The movie, Joker, caused an uproar online when audiences around the globe found themselves empathizing with a man who committed cold-blooded murder. But why?

How could the writers pen something so controversial it would seduce viewers into feeling empathy for the Joker, despite the killing spree he went on? 

the joker never felt important.gif

Maybe the writers knew something we, the audience, did not. And maybe they used this genius to create a cluster fuck of a masterpiece.

In Dale Carnegie's classic book, How To Win Friends & Influence People, he speaks about our fundamental need to feel important. Tony Robbins refers to this as the need to feel significant. Steve Rose, PhD, refers to this as the need to be needed.

No matter how saint-like one might be — altruistic, charitable, or caring — there is a fundamental need for importance or significance or to be needed driving their actions. 

I need this. You need this. We all need this. It's universal. 

The reason, I suspect, so many warmed to the Joker is because they could feel his pain. Or at least imagine how shit it must be to be made to feel so insignificant or unimportant by so many. And seeing how appallingly he was treated clearly hit a nerve to the extent many were still on the side of the Joker following his premeditated massacre. 

He was a nice guy. The others were dicks. Fuck 'em. 

Obviously, this is never ok. Unfortunately, we see it play out often in the States with mass shootings carried out by those who have been made to feel insignificant their whole lives. 

While these are extreme cases: our needs are our needs. If we don't meet them in a positive way, you can be guaranteed we will meet them in a negative way. 
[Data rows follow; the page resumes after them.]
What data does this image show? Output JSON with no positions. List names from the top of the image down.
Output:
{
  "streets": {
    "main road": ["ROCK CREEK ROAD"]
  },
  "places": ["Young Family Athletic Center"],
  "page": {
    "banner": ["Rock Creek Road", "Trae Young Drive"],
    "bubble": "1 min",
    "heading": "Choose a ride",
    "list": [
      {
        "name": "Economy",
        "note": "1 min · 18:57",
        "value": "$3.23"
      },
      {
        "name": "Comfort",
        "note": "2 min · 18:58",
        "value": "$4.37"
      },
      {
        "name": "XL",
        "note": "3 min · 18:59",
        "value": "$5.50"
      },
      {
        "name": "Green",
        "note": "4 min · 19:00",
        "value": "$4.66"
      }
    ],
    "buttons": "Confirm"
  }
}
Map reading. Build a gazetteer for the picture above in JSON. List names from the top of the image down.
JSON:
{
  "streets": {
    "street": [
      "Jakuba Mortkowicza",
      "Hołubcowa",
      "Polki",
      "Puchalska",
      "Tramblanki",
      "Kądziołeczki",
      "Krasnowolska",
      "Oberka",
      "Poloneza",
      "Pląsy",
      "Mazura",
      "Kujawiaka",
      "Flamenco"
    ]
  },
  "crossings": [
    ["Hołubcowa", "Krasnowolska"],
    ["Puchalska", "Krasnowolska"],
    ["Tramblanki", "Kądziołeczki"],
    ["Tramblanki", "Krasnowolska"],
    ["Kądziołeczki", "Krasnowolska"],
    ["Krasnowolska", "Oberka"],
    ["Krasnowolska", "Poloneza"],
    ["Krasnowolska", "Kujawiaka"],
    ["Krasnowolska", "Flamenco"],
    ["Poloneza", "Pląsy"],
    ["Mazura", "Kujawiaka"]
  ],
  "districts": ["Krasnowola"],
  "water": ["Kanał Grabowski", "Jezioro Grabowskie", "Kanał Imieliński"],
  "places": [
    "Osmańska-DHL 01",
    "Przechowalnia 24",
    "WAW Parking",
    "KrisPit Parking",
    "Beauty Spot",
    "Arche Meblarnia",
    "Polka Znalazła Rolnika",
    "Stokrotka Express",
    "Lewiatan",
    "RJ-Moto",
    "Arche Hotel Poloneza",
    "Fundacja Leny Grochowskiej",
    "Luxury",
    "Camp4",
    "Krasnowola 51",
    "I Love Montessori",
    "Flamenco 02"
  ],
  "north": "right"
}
So why are you telling me this, Nicky?

Good question. I've rambled a bit, but basically, it's because this need has everything to do with our mental health. When I interviewed spiritual leader, Preethaji for the Anxiety Support Summit, she taught me something profound: All suffering is rooted in an obsession with oneself. 

At first, I thought it a bit harsh. Talk about kicking someone when they're down? But she has a point. She also has Oprah as a fan and a Ted Talk with 2.5 million views for a reason — she knows her shit!

If all suffering is an obsession with oneself, what is it that we are trying to accomplish in our suffering?

Often, we are trying to fill our need for importance or significance, relevance, or acceptance. And here is where the shit can really hit the fan and go ass over tit because more often than not, we go about it the wrong way — we create more suffering. 

Ain't that a bitch?

For example, a celebrity whose career is going down the shitter may start to act out in the media to bring the attention back on them. But not in a good way. And not in a way that will lead to them feeling good about themselves.

Conversely, a celebrity whose star begins to dwindle may focus on their family or being more altruistic or charitable or starting a meaningful business. Something bigger than themselves. And that will lead to a positive outcome. 

In one's suffering, you have to look inwards. But you also have to look outwards. 

Otherwise, you'll likely find yourself in a very vicious cycle. The more helpless you feel — like nothing has worked and you've tried everything — the more likely you are to become resentful and engage in self-pity. 

And the more you engage in self-pity without personal accountability, the more likely you are to keep spinning down the spiral, pushing people away, and fuelling more resentment. 

It's brutal — the mind — I know. And most — if not all — of this behaviour is unconscious. 

(Note: I should probably remind you I don't know you. I'm not judging. I've been there. This is universal.)

I'm simply writing some thoughts down that may or may not help you. Because when you know, when you gain that awareness and insight, then you can do something about it.

So, what can you do about it?

- You can volunteer your time and help others

- You can remove yourself from people who don't respect you

- You can quit a job

- You can begin to show interest in others and what's going on in their lives

- You can walk away from those that reject you and seek out those that will love you (rejection breeds obsession)

- You can quit things that are negatively impacting your mood

- You can end shitty relationships and seek out better ones

- You can ask questions of others and be curious as to what's going on in their lives

- You can stop focussing on all you perceive to be shit in your world, and start focussing on creating a new and better environment for you to exist in 

- You can put an end to self-pity 

- You can feed the homeless or give them some money

- You can let people know how much you appreciate them

And you can cheer really fucking loud for others. So they can hear you and want to be in your presence. 

The list goes on and on. This is not to undermine your struggle. It's to help alleviate it. There is so much good you can do that will help you to feel more relevant, important, or significant. Whatever you want to call it?

So why not get out there and do it? Step out of your world and into someone else's. It might just come back to you in spades. 

(Note: The Comfort Zone Challenge helps greatly with this.)

Just don't expect much from someone caught up in their own self-importance. After all, is that not what pushed the Joker over the edge?